Ein Brandscheit, das aus dem Feuer gerettet ist

Die vierte Vision kann auf zweierlei Weise betrachtet werden. In erster Linie stellt sie die Reinigung Israels in den letzten Tagen dar, und zwar sowohl gerichtlich als auch moralisch gesehen. Sie ist jedoch auch ein schönes Bild vom Evangelium, womit sich die Seele gern beschäftigt.

Verse 1-3

Sach 3,1-3: 1 Und er ließ mich den Hohenpriester Josua sehen, der vor dem Engel des HERRN stand; und der Satan stand zu seiner Rechten, ihm zu widerstehen. 2 Und der HERR sprach zum Satan: Der HERR schelte dich, Satan! Ja, der HERR, der Jerusalem erwählt hat, schelte dich! Ist dieser nicht ein Brandscheit, das aus dem Feuer gerettet ist? 3 Und Josua war bekleidet mit schmutzigen Kleidern und stand vor dem Engel.

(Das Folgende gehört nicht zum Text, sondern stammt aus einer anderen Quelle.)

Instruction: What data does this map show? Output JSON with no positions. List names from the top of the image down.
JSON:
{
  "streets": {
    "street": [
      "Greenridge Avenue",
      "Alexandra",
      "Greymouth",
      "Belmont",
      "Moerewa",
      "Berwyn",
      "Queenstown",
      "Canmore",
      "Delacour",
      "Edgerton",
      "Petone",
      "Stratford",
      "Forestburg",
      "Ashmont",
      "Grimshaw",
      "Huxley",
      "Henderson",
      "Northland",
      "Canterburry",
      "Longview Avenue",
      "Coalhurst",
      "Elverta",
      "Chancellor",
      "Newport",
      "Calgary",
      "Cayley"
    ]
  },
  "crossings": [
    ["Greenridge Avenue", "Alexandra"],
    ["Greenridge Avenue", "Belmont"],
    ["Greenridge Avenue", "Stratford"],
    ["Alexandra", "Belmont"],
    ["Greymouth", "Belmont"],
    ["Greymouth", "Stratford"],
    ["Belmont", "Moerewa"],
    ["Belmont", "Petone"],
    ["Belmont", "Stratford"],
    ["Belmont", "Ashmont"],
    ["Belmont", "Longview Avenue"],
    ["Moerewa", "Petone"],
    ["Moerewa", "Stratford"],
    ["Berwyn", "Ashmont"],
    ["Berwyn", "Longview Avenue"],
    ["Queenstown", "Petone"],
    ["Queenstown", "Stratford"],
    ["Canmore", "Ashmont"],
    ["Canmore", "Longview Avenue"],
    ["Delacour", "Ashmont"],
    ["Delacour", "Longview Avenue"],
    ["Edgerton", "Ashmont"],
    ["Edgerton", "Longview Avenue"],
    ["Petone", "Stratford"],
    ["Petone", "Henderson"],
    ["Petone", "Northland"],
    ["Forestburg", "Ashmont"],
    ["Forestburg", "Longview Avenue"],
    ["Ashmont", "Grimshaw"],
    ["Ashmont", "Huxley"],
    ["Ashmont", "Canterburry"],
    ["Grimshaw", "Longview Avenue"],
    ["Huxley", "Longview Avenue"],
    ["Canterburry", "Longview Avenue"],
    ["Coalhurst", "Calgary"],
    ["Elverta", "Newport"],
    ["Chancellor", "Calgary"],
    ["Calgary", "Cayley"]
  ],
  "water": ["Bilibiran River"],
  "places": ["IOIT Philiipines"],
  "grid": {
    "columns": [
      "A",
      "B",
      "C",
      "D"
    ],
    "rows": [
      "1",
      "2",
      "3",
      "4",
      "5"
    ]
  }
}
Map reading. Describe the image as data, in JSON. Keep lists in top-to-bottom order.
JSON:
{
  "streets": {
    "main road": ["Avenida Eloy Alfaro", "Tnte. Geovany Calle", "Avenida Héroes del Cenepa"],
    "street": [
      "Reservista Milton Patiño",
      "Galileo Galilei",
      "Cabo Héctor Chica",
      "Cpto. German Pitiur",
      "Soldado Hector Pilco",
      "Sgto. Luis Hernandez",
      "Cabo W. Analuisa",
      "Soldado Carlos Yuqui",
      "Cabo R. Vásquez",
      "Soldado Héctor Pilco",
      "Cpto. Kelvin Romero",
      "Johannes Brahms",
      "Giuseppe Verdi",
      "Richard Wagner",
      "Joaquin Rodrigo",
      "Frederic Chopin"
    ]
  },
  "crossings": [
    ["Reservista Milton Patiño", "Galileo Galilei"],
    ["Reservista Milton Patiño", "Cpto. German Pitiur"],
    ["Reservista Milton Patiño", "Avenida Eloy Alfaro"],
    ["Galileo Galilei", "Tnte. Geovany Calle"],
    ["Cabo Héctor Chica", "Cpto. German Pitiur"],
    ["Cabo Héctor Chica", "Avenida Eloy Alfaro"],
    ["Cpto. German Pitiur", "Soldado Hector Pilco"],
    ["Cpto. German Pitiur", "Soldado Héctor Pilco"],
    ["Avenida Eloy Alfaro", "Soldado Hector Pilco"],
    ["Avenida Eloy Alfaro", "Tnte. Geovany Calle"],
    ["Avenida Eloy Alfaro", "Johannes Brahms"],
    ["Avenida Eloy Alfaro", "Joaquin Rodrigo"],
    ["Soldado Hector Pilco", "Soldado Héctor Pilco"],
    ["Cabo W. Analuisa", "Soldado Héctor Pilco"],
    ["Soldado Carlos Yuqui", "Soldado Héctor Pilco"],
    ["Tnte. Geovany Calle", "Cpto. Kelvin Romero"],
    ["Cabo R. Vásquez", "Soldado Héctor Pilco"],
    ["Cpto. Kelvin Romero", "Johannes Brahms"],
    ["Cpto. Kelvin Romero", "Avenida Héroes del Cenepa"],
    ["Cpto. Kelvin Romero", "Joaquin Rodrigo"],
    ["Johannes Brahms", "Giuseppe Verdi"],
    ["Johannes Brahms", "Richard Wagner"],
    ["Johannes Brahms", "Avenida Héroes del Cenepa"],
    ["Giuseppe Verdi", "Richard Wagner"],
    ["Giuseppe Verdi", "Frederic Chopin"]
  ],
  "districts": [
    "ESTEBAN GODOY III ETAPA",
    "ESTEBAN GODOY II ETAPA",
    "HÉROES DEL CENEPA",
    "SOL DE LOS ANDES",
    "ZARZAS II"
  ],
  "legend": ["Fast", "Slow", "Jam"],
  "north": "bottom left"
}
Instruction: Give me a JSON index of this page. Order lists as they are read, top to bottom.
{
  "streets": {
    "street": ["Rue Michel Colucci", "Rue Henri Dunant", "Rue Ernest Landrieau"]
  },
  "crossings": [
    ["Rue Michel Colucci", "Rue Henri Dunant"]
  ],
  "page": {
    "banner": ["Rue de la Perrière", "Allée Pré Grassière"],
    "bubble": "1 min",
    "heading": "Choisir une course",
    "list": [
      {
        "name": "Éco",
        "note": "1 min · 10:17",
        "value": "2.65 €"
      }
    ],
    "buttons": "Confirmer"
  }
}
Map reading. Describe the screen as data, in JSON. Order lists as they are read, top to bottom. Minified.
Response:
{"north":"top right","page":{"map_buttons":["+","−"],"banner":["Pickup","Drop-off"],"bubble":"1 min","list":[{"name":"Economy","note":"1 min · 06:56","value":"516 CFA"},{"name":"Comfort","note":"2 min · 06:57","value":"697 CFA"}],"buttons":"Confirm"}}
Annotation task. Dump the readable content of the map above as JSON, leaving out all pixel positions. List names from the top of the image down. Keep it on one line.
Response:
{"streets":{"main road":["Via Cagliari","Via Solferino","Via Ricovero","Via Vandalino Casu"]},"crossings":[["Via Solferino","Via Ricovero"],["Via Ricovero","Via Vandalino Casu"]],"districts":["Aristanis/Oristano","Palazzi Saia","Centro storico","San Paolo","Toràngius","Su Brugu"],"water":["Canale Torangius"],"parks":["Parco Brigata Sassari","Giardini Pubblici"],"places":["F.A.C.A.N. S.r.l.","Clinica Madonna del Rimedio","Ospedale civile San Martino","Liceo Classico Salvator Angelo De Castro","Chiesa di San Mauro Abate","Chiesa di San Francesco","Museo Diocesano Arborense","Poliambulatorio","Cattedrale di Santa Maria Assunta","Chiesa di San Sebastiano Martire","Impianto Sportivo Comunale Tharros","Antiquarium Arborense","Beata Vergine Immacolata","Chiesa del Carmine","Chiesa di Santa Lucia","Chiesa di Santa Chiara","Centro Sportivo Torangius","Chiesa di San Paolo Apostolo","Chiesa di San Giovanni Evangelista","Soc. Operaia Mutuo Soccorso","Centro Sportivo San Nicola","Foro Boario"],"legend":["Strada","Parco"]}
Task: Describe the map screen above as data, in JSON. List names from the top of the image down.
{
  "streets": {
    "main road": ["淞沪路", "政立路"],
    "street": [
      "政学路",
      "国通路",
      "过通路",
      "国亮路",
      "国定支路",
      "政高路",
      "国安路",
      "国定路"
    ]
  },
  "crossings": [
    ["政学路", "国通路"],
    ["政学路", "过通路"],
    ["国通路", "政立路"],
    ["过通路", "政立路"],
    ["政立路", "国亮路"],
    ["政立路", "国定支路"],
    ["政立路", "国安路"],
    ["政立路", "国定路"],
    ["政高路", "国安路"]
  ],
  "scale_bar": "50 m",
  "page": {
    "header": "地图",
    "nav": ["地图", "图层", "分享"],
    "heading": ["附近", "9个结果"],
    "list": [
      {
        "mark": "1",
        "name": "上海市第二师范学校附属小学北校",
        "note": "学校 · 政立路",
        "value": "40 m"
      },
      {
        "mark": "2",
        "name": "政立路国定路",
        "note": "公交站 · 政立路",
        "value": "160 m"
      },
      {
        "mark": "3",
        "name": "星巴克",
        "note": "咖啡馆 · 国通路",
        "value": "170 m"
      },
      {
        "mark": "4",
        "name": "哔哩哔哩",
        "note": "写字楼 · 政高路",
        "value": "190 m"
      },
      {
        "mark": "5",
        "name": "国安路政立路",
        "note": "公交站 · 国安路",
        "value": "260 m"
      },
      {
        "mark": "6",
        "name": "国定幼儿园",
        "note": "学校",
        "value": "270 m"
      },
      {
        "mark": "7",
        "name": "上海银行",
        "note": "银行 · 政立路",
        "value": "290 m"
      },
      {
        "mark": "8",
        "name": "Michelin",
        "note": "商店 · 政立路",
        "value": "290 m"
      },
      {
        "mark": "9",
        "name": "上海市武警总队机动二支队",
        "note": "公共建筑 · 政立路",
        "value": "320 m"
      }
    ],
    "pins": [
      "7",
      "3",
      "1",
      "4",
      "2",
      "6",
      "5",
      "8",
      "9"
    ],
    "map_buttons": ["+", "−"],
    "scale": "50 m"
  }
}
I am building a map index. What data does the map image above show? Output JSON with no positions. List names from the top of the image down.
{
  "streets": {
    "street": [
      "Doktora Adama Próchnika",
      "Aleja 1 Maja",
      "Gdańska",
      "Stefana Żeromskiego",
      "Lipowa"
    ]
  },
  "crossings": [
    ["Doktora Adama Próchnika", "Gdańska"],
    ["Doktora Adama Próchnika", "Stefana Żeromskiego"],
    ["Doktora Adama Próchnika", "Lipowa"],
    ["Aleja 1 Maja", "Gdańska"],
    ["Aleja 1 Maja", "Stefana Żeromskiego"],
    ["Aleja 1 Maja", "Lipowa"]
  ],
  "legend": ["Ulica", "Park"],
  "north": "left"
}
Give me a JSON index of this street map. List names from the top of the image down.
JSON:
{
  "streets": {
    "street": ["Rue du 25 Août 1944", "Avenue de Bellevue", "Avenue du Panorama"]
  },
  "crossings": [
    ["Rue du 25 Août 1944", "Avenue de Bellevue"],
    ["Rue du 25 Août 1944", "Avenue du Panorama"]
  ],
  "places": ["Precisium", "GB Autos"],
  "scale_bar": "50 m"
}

Der Hohepriester Josua – der Gefährte Serubbabels und ungekrönte Erbe der Linie Davids – steht wie zum Gericht vor dem Engel des HERRN. Zu seiner Rechten erscheint Satan, der Widersacher, ja der beständige Verkläger des Volkes Gottes. Aber es ist ihm nicht erlaubt, auch nur irgendeine Frage zu stellen oder irgendeine Anklage zu erheben – und das, obwohl Josua mit schmutzigen Kleidern bekleidet ist. Denn der HERR selbst sagt: „Der HERR schelte dich, Satan! Ja, der HERR, der Jerusalem erwählt hat, schelte dich! Ist dieser [Josua] nicht ein Brandscheit, das aus dem Feuer gerettet ist?“

Es ist eine auffallend ernste und zugleich wunderschöne Szene. Josua repräsentiert den gesamten Überrest; denn als Priester steht er für sie vor Gott. Aber er ist nicht mit den unbefleckten Gewändern bekleidet, die das Gesetz vorschreibt, sondern mit schmutzigen Kleidern. Das spricht von der moralischen Verunreinigung des gesamten Volkes. Jesajas Beschreibung stimmt gut mit diesem aussagekräftigen Bild überein: „Warum solltet ihr noch weiter geschlagen werden, da ihr nur den Abfall mehren würdet? Das ganze Haupt ist krank, und das ganze Herz ist siech. Von der Fußsohle bis zum Haupt ist nichts Gesundes an ihm: Wunden und Striemen und frische Schläge; sie sind nicht ausgedrückt und nicht verbunden und nicht mit Öl erweicht worden“ (Jes 1,5.6).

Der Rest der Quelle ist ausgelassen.